| INSTRUCTIONS FOR THE TASK |
Go through the listing and return every line with "scale" in it.

| GIVEN INFORMATION |
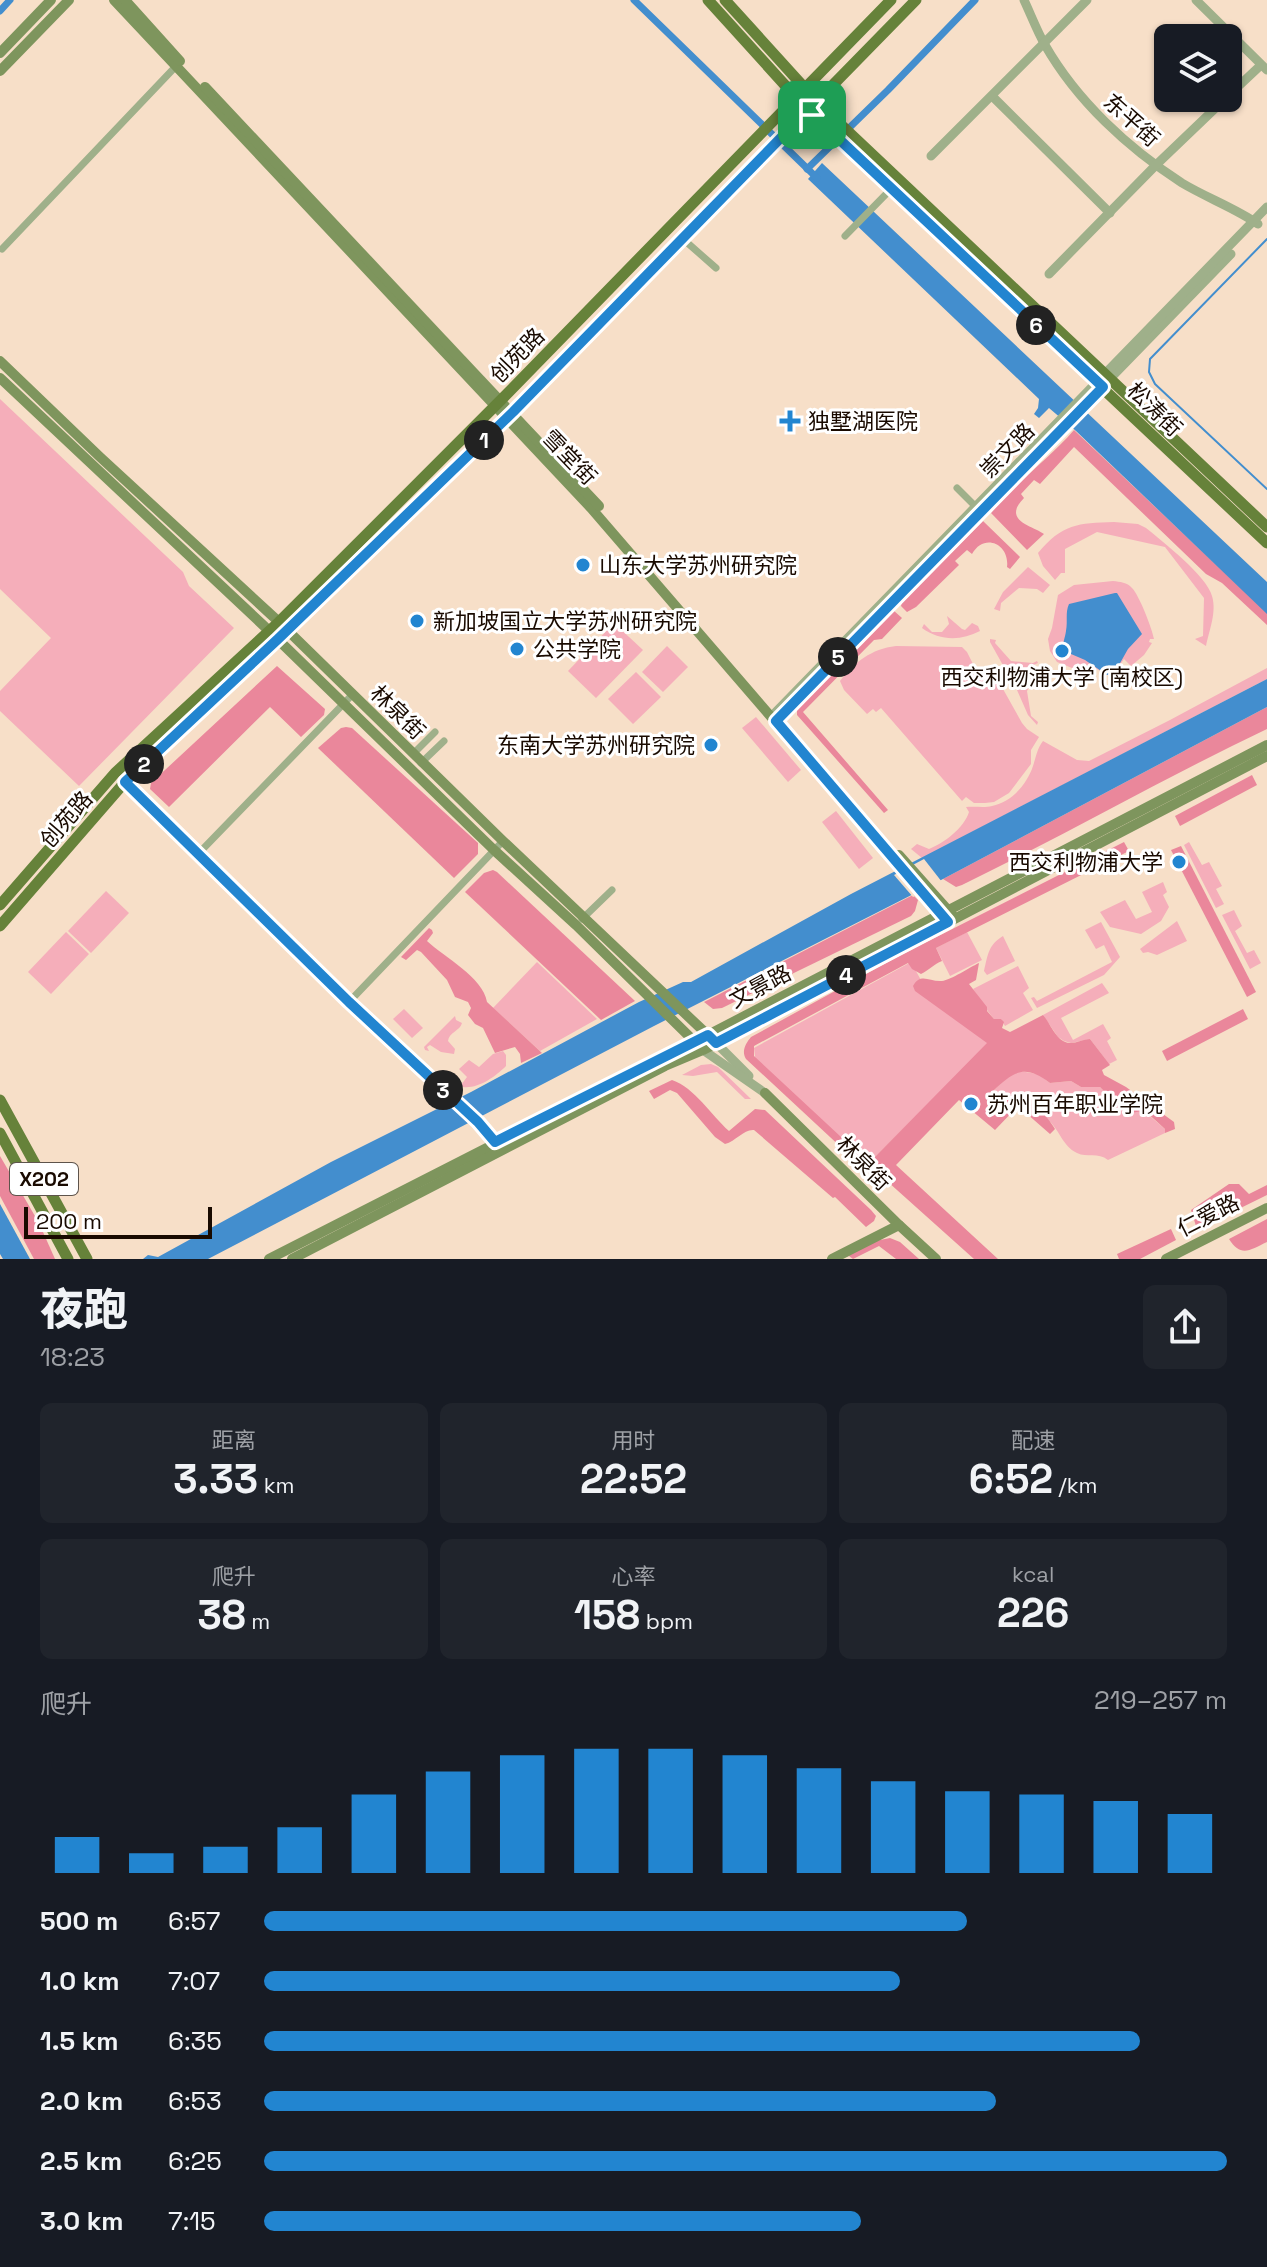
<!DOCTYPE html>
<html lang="zh">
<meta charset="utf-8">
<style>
body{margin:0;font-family:"Space Grotesk","Noto Sans SC",sans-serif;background:#20242c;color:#f1f3f6;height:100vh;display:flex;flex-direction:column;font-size:30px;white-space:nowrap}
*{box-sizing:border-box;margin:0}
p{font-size:26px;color:#9ea1a6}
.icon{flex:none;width:44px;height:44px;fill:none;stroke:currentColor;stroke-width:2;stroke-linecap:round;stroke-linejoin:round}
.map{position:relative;height:1259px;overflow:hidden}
.details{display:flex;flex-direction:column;background:#171b24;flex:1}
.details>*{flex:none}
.tools{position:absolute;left:1154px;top:24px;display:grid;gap:16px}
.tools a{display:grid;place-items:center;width:88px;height:88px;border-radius:12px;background:#171b24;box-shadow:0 2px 6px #0004;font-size:40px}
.scale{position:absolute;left:24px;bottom:20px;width:188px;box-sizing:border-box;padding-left:8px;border:4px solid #190a00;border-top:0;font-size:22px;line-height:28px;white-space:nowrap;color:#190a00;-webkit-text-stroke:6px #fff;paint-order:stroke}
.pin{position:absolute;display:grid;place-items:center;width:68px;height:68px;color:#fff;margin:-34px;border-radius:16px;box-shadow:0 4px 12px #0006}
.km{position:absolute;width:40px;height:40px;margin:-20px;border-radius:50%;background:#222;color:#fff;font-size:22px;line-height:40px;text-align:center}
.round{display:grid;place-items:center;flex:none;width:84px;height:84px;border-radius:12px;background:#20242c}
.headline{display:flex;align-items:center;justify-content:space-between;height:136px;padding:0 40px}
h1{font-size:44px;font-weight:800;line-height:60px}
.stats{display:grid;grid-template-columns:repeat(3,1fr);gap:12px;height:136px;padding:8px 40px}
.stats div{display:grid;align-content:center;border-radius:12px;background:#20242c;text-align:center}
.stats b{font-size:40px;font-weight:800}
.stats small{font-size:22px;font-weight:400}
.stats p{font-size:22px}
.chart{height:224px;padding:16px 40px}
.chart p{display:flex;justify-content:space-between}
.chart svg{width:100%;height:144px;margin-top:8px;stroke:#2285d0;stroke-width:6}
ul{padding:0 40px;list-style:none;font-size:26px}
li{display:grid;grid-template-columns:128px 96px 1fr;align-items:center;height:60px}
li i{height:20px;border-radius:10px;background:#2285d0}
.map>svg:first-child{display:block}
</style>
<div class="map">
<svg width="1267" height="1259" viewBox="0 0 1267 1259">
<rect width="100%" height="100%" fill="#f7dfc8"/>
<g fill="#f5aeba">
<path d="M0,399L183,572L189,586L234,628L79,786L0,711V691L51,638L0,589Z"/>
<path d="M1114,522L1138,524L1146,528C1163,542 1207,576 1212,596C1217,612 1209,631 1206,646L1195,639L1203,636L1204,598L1165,547L1097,532L1065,549V573H1061L1055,580L1043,566L1038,553C1062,524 1078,523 1114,522Z"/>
<path d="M1028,567L1050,585L1043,593L1037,589L1019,588L1001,603L1000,611L994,609L1003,592Z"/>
<path d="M1113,581C1120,582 1127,582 1132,588C1139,595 1152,628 1154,639H1150L1149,642L1152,643L1144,655L1131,666L1124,659L1115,672L1107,675L1092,666L1088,678L1077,670L1057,662L1050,651L1048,639L1052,628L1058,595L1074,585Z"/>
<path d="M947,616L962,629L965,630L972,623L978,626L980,631C961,641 940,641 922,628L924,624L932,632H942L949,624Z"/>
<path d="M614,623L643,650L596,698L568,671Z"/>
<path d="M990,639L996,640L995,643L1011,661L1033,663L1037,661L1038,663L1009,676L990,642Z"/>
<path d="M667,646L688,667L663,692L642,672Z"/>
<path d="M896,646L962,647L967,652L980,678L994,673L1022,723L1027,729L1039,737L1031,750V764L1009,793L994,802L985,803H974L966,797L962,801L881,708L876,712L873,709L867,714L844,690L840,681C855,662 871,649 896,646Z"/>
<path d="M1041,667L1043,670L1036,676L1027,691L1031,716L1038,722L1037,725L1028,715L1013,681Z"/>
<path d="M1267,668V679L922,858L911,849L917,844L929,849C944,843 964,828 969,812L966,807C975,806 984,808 992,806C1012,802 1027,784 1033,766C1036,757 1037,749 1043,741L1077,760L1089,761L1170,720Z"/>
<path d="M636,672L661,697L633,724L608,699Z"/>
<path d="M756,717L801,770L788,782L742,728Z"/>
<path d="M836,811L873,858L859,869L822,822Z"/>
<path d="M1189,842L1202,865L1209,862L1222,886L1216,889L1224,904L1216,908L1184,845Z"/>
<path d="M1163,882L1167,892L1163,895L1169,907L1161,921L1141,934L1110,927L1100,912L1125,900L1136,919L1152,912L1142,892Z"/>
<path d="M106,891L129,913L91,953L68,931Z"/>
<path d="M1234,910L1242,926L1235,931L1247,953L1254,950L1261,963L1250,969L1222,915Z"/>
<path d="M1177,921L1187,941L1157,955L1148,952L1143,953L1140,949Z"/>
<path d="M1101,922L1120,957L1104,975L1037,1008L1031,998L1034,997L1037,1001L1112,962L1104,945L1096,949L1085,930Z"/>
<path d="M66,932L89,954L51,994L28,972Z"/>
<path d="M967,932L982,960L950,976L936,948Z"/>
<path d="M1003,936L1015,961L987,975L984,971C988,955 988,945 1003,936Z"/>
<path d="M537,962L597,1019L540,1051L493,1008Z"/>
<path d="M911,962L922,982L991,1041L866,1166L756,1064L754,1048Z"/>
<path d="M1018,966L1029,988L1023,993L1033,1010L1005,1026L1001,1019H994C986,1010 981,1000 973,989Z"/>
<path d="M1102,983L1109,993L1061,1018L1073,1040L1103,1024L1111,1038L1107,1041L1117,1060L1109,1064L1090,1039L1071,1043L1064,1041L1058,1037L1043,1015Z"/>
<path d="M404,1009L423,1028L412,1038L393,1019Z"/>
<path d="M455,1016L456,1020L462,1023C460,1031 449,1032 448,1041L455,1049L454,1054L441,1052L430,1045L427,1047L429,1051L425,1050L424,1047Z"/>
<path d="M503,1051L506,1055V1066C495,1077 478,1089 463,1087L461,1085L467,1077L459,1069L469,1060L479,1067L493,1054Z"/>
<path d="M711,1064L718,1067L751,1099H745L717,1072L693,1076L682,1075L701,1065Z"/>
<path d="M1019,1071L1038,1074L1050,1083L1071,1081L1081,1087H1100L1107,1094L1143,1110L1166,1130L1165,1133L1108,1160C1098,1152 1087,1158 1077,1153C1062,1146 1059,1128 1047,1119C1037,1112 1023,1105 1012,1100C1006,1097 1001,1099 994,1096L993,1091L1009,1076Z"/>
</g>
<g fill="#ea879b">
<path d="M1074,430L1267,613V625L1222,583L1206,574L1074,447L1040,484L1034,480L1021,494L1024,498C1001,521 1034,526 1044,534L1027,550L991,513C1016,482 1049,459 1074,430Z"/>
<path d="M983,521L1020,557L1010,569L1007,567C1010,544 984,532 972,554L967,550L955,561L959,565L916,607L907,612L901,606L902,602Z"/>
<path d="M893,610L902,618L882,639L874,640L803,712L888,810L884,813L797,715V709Z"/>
<path d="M277,666L325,709L324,715L301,737L270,707L169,807L150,789L151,783Z"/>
<path d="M1267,707V729C1164,778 1065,835 962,885L956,887L943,879Z"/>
<path d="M346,727L352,728L478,843V854L454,878L318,748L341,728Z"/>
<path d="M1252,775L1257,785L1180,826L1175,816Z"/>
<path d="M1124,842L1129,851L936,948L942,961C934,964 929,970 921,974L912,969L908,963L754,1046V1056L869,1163L987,1043L915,991L913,986C921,972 929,982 942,981C951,980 970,967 979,963L976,980L969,984L987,1007V1011L994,1019H1001L1004,1022L1002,1028L1010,1032L1043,1015C1051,1024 1056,1042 1070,1043C1077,1043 1084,1039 1090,1039L1110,1065L1102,1070L1104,1075L1126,1087L1174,1122L1175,1129L1165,1133V1129L1144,1110C1131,1115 1120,1111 1109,1105L1106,1098L1107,1094L1100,1087H1081L1071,1081L1050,1083C1025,1064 1014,1071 993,1091L994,1096C1001,1100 1005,1098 1013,1098C1031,1099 1046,1114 1055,1129L1050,1134L1018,1106L995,1130L959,1100L896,1165L998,1259H974L878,1173L873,1177L746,1059C741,1051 746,1043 751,1037L899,956Z"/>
<path d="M1181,846L1256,992L1247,997L1171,850Z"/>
<path d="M493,870L497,872L635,1001L601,1020L465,892L484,873Z"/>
<path d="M913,895L918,900L915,911L911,916L722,1008L713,1009L704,1002Z"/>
<path d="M429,928L432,930L433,933L427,941C444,957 483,977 487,1002L542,1053L521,1063L520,1054L515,1047L495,1053L483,1028L475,1024L468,1015L471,1008L468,1002L455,997L447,980L421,952L417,950L406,960L401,957Z"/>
<path d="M1243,1009L1248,1019L1167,1061L1162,1051Z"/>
<path d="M672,1080C695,1088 711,1115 729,1131L755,1109L765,1110L871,1210L876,1216L874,1221L866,1227L835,1197L833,1198L754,1130C744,1129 736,1141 725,1144L715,1137L677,1093L670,1090L654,1099L649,1091Z"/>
<path d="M0,1156L39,1223L55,1259H34L0,1196Z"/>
<path d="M1229,1184H1239L1249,1194L1267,1185V1195L1202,1227L1196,1226L1191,1210Z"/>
<path d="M1267,1219V1242C1250,1250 1241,1258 1229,1239Z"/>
<path d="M1171,1229L1176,1240L1140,1259H1119L1117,1254Z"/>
<path d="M890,1238L900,1242L919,1259H896L879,1246L853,1259L849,1256L838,1259L875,1241Z"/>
</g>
<g fill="#438ece">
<path d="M822,163L1267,582V614L1076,431L1049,408L1039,418L1034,414L1038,408L1039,399L808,179Z"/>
<path d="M1115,593H1117L1142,634L1128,649L1115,672L1107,675L1085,660L1064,651C1062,642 1065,639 1066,631C1068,621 1065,613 1069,604Z"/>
<path d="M1267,679V707L943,879L654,1026L208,1259H143L148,1255L158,1257L331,1162L471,1092L639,1002L683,982H691L851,894Z"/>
<path d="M0,1204L30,1259H3L0,1254Z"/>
</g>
<path fill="#f7dfc8" d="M924,859L942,882L913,897L894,875Z"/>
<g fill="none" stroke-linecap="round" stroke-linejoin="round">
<path stroke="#438ece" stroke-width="2" d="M1267,239L1150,359L1149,372L1155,384L1267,489"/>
<g stroke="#438ece" stroke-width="7">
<path d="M634,0L817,178"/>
<path d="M0,11L10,0"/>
<path d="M807,169L888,90L975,0"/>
</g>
<g stroke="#9fb08a" stroke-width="7">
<path d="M845,236L891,189"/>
<path d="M683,239L716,268"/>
<path d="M2,249L179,63"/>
<path d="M957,488L978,509"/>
<path d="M413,754L435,732"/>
<path d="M421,763L444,741"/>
<path d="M123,780L349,1002L478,1122L495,1142"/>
<path d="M199,853L352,695"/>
<path d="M582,919L612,890"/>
<path d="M349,1002L503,841"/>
</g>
<g stroke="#9fb08a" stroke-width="9">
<path d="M1024,0C1031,15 1037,31 1045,45C1077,101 1128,148 1182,183C1207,198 1235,208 1258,224"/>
<path d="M1196,0L1267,70"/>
<path d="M992,96L1110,213"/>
<path d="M1228,96L1261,65"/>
<path d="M931,156L1087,0"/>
<path d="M1049,274L1156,165L1226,98"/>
<path d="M899,596L1231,254"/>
<path d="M772,716L1267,207"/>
<path d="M716,1043L749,1076"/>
<path d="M703,1050L765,1093"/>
</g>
<g stroke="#7e955d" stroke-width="10">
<path d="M114,0L591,508L948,922"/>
<path d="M125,0L180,61"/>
<path d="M0,53L51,0"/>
<path d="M0,71L69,0"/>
<path d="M205,87L599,506"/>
<path d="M0,361L100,457L279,622L503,841L712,1039"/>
<path d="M0,378L264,626L494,850L576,925L698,1045"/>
<path d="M899,855L955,918"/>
<path d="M765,1093L899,1225L936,1259"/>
<path d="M269,1259L708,1035L1267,745"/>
<path d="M292,1259L665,1066L703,1050L1267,756"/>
<path d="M832,1259L899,1225"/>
<path d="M1166,1259L1267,1208"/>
</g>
<g stroke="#66823a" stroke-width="11">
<path d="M708,0L812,115L1267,543"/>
<path d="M725,0L821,106L1267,527"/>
<path d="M0,905L115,773L279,622L501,400L891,0"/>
<path d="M0,926L125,782L279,638L513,412L916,0"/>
<path d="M0,1100L87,1259"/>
<path d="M0,1133L68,1259"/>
</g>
</g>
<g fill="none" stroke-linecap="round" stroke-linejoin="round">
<g stroke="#fff" stroke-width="16">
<path id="route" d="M808,110L1103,387L776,721L948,922L716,1043L708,1035L495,1142L478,1122L349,1002L125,782L278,639L513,412Z"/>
</g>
<use href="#route" stroke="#2285d0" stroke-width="10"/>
</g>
<g fill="#2285d0" stroke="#fff" stroke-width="3">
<path d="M786 409h8v8h8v8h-8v8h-8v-8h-8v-8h8z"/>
<circle cx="583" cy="565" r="8"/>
<circle cx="417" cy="621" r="8"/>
<circle cx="517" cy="649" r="8"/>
<circle cx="1062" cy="651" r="8"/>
<circle cx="711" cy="745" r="8"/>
<circle cx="1179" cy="862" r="8"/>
<circle cx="971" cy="1104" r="8"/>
</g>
<g text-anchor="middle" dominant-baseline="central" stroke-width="6" stroke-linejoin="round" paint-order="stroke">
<rect fill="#fff" stroke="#5e544c" stroke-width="2" x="10" y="1163" width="68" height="32" rx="6"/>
<g font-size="20" font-weight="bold" fill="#190a00">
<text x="44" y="1179">X202</text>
</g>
<g font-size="22" fill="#190a00" stroke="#fff">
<text transform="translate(1132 120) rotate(42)">东平街</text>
<text transform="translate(517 355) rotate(-46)">创苑路</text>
<text transform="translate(1155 409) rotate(44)">松涛街</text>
<text transform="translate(1007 450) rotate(-46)">崇文路</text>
<text transform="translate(570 457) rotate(46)">雪堂街</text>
<text transform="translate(398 712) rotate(44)">林泉街</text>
<text transform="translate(66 819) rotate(-49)">创苑路</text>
<text transform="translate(760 986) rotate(-28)">文景路</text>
<text transform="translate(864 1163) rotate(45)">林泉街</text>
<text transform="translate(1208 1215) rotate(-27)">仁爱路</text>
</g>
<g font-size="22" fill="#190a00" stroke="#fff" text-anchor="start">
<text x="808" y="421">独墅湖医院</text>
<text x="599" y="565">山东大学苏州研究院</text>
<text x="433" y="621">新加坡国立大学苏州研究院</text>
<text x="533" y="649">公共学院</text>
<text x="1062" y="677" text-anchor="middle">西交利物浦大学 (南校区)</text>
<text x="695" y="745" text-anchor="end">东南大学苏州研究院</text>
<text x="1163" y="862" text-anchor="end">西交利物浦大学</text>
<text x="987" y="1104">苏州百年职业学院</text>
</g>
</g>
</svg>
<div class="tools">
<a><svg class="icon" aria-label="layers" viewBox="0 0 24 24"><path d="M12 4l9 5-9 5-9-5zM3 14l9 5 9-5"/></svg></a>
</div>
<div class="scale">200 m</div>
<div class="pin" style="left:812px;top:115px;background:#1e9e55"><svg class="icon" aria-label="arrive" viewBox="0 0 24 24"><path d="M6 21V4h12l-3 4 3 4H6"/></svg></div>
<b class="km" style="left:484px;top:440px">1</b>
<b class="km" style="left:144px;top:764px">2</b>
<b class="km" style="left:443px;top:1090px">3</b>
<b class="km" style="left:846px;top:975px">4</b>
<b class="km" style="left:838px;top:657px">5</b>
<b class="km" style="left:1036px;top:325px">6</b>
</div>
<section class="details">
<div class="headline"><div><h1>夜跑</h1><p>18:23</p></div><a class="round"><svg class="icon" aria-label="share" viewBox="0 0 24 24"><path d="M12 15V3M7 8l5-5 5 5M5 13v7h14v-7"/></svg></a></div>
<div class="stats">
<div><p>距离</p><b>3.33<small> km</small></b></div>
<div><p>用时</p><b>22:52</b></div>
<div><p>配速</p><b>6:52<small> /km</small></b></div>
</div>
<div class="stats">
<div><p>爬升</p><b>38<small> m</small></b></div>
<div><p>心率</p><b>158<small> bpm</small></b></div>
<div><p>kcal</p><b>226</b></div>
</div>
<div class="chart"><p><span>爬升</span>219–257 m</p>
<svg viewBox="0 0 160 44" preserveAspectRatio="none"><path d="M5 44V33M15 44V38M25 44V36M35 44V30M45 44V20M55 44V13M65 44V8M75 44V6M85 44V6M95 44V8M105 44V12M115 44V16M125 44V19M135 44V20M145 44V22M155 44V26"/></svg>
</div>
<ul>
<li><b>500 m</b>6:57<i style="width:73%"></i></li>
<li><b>1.0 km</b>7:07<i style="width:66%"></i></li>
<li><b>1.5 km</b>6:35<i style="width:91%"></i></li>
<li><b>2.0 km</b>6:53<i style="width:76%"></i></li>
<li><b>2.5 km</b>6:25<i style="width:100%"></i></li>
<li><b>3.0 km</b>7:15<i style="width:62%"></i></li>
</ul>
</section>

| TASK SOLUTION |
.scale{position:absolute;left:24px;bottom:20px;width:188px;box-sizing:border-box;padding-left:8px;border:4px solid #190a00;border-top:0;font-size:22px;line-height:28px;white-space:nowrap;color:#190a00;-webkit-text-stroke:6px #fff;paint-order:stroke}
<div class="scale">200 m</div>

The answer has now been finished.